BEGIN Input

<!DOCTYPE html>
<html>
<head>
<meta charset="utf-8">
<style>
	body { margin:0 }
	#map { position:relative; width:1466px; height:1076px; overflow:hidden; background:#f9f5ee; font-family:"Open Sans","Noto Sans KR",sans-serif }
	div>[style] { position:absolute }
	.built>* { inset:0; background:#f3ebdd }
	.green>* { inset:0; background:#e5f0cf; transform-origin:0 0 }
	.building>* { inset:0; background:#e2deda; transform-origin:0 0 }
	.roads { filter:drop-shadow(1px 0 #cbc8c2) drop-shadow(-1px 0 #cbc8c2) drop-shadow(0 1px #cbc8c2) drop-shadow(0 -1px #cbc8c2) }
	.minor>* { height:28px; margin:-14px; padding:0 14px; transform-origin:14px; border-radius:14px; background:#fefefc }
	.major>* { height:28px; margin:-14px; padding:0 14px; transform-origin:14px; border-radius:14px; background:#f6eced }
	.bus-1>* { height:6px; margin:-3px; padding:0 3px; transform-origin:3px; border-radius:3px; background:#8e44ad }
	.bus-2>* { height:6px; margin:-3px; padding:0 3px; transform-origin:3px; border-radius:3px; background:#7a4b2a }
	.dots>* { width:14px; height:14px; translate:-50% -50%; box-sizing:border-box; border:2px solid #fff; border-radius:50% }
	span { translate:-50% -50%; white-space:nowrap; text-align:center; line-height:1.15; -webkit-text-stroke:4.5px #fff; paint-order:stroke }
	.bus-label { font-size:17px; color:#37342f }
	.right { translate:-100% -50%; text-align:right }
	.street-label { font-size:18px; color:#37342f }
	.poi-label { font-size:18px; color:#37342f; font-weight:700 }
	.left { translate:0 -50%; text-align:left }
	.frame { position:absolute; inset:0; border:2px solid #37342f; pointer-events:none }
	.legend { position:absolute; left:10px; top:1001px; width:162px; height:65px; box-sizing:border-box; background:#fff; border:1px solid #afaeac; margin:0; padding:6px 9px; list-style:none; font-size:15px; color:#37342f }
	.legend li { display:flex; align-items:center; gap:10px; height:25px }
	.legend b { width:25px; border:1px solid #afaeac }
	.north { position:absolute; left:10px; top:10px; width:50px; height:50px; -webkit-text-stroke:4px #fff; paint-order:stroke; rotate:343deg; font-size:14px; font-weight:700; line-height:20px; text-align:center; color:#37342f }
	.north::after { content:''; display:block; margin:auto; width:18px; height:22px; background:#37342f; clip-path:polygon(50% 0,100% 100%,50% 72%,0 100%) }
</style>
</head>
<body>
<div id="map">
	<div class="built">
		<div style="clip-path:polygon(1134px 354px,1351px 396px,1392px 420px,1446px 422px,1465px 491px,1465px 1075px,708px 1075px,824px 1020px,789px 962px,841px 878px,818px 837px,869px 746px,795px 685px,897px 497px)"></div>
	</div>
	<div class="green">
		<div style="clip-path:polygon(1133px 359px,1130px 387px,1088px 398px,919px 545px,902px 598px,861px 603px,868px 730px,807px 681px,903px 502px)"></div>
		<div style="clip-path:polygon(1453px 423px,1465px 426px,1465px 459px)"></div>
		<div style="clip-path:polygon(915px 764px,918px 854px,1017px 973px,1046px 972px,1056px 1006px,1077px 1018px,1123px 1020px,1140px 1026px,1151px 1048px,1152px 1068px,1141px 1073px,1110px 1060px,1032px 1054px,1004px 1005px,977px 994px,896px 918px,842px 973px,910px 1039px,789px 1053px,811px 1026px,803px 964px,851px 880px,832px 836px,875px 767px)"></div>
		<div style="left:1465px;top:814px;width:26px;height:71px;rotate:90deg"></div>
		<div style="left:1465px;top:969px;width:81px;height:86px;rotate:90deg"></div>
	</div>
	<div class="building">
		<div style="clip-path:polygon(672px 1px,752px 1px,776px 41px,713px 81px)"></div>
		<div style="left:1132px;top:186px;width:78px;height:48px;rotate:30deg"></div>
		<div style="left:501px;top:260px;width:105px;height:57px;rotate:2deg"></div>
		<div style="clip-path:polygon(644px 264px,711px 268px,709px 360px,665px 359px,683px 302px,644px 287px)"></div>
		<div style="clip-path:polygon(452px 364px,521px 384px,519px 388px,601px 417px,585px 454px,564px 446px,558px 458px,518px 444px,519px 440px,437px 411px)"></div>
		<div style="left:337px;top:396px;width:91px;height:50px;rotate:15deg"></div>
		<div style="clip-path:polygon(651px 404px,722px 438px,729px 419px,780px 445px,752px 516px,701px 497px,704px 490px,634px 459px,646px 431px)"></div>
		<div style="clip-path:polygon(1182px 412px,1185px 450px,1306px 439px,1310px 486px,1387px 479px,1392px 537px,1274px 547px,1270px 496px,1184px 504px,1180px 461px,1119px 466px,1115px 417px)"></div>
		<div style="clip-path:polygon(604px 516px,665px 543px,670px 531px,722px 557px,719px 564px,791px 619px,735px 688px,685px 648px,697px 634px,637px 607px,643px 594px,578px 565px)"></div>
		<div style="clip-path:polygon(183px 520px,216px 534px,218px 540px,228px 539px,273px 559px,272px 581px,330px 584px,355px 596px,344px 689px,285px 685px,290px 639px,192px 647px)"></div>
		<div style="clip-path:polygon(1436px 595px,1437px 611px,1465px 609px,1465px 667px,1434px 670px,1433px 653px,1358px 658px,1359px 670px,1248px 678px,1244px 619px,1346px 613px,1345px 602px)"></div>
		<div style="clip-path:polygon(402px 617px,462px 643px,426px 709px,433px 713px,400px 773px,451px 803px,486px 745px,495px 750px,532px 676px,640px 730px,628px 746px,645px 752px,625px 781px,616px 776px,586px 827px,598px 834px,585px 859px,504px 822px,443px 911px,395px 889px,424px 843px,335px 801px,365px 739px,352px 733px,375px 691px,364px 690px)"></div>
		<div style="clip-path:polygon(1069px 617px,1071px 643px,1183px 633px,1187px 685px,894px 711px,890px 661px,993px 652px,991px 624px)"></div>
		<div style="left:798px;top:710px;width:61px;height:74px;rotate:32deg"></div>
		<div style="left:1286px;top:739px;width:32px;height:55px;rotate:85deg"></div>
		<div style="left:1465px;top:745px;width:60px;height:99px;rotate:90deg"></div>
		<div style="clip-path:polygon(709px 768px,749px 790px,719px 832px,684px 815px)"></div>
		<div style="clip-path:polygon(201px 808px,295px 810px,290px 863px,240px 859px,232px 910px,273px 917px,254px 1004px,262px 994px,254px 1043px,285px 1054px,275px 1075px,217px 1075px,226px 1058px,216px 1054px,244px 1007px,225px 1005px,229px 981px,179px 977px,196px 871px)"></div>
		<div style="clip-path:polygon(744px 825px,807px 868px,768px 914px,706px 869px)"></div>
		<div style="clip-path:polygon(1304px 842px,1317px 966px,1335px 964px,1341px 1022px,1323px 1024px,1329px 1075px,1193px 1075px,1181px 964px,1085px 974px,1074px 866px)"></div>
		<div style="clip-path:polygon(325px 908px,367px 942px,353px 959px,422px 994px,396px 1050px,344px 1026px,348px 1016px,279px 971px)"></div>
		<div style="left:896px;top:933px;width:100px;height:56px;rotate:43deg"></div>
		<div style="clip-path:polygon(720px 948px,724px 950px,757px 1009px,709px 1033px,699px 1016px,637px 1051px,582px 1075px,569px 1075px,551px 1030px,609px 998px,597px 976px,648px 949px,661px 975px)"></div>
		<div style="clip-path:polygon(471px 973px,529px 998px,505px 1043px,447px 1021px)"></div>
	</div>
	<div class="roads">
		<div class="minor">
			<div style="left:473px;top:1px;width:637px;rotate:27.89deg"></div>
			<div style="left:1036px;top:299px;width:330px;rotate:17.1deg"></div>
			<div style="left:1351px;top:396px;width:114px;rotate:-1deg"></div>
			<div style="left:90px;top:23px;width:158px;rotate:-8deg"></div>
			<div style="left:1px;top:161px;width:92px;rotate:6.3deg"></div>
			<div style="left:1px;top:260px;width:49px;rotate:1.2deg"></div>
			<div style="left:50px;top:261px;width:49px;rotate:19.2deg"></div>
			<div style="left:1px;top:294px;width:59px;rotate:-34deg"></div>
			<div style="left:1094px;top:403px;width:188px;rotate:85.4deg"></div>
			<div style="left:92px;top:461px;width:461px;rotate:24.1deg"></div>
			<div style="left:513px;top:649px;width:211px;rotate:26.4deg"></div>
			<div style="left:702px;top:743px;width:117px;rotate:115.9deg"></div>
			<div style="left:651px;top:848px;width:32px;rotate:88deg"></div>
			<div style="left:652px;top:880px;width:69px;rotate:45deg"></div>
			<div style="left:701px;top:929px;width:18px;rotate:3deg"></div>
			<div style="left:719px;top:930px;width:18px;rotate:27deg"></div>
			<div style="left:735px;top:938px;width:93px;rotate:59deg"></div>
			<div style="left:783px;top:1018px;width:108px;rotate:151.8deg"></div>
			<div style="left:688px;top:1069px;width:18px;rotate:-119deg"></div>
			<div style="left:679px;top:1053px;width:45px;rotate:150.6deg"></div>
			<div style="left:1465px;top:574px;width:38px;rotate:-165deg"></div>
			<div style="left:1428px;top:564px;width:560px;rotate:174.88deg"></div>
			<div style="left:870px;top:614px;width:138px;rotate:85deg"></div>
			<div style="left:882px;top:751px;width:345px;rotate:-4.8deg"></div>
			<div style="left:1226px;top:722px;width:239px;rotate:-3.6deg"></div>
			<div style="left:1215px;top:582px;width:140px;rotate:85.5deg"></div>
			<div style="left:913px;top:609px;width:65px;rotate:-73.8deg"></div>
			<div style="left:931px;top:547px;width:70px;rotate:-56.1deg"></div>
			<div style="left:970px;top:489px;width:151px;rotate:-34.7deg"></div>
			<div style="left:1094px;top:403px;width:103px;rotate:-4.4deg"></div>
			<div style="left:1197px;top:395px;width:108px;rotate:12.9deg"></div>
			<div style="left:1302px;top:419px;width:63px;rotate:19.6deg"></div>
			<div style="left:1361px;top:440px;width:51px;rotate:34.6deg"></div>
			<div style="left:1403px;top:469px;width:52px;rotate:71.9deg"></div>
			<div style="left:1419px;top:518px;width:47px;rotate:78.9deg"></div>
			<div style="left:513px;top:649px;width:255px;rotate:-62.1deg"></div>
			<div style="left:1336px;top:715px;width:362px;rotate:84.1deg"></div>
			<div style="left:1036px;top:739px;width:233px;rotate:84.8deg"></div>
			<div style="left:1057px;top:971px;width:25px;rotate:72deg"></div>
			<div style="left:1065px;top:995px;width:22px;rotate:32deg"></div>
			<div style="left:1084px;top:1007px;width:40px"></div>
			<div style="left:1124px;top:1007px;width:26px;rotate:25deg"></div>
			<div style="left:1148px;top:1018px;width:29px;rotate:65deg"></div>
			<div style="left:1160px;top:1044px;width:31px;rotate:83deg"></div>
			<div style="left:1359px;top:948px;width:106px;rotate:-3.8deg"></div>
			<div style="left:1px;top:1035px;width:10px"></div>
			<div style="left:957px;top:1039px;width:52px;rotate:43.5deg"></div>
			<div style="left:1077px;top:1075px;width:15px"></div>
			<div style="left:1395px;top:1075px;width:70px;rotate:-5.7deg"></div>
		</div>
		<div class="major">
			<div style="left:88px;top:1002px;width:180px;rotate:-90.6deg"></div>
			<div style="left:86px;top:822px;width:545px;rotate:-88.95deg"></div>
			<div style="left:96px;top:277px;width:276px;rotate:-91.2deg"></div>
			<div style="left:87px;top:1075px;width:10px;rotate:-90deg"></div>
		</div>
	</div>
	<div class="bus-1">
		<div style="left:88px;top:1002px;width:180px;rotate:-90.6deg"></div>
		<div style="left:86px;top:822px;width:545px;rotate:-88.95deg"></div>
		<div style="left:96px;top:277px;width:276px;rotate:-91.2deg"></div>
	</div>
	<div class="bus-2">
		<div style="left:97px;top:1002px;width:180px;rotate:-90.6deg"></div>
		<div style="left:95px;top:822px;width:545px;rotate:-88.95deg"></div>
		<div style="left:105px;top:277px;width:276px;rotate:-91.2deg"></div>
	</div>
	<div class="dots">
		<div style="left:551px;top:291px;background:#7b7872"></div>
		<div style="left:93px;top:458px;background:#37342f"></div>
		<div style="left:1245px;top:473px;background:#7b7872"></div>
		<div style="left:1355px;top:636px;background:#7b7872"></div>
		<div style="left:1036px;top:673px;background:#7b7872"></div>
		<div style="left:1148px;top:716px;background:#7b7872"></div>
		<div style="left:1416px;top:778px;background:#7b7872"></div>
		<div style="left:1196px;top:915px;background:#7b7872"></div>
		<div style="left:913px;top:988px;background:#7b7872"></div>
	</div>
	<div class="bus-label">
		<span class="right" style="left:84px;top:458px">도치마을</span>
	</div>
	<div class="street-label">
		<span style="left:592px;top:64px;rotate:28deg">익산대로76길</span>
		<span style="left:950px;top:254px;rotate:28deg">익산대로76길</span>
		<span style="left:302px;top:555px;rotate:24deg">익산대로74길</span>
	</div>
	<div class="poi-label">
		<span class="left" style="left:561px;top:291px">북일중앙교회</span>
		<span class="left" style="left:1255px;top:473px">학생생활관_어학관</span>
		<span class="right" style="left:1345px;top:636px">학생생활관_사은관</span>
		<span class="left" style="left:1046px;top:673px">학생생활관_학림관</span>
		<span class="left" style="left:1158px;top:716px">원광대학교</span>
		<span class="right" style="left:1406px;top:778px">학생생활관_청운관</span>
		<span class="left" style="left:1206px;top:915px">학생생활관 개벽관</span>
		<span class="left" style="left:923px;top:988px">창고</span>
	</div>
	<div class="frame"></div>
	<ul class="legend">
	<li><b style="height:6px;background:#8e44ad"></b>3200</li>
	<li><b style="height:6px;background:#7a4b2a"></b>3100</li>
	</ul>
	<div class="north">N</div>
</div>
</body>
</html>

END Input

Exercise prompt
Report the lines above that have the word "display" in them.

Task output
	.legend li { display:flex; align-items:center; gap:10px; height:25px }
	.north::after { content:''; display:block; margin:auto; width:18px; height:22px; background:#37342f; clip-path:polygon(50% 0,100% 100%,50% 72%,0 100%) }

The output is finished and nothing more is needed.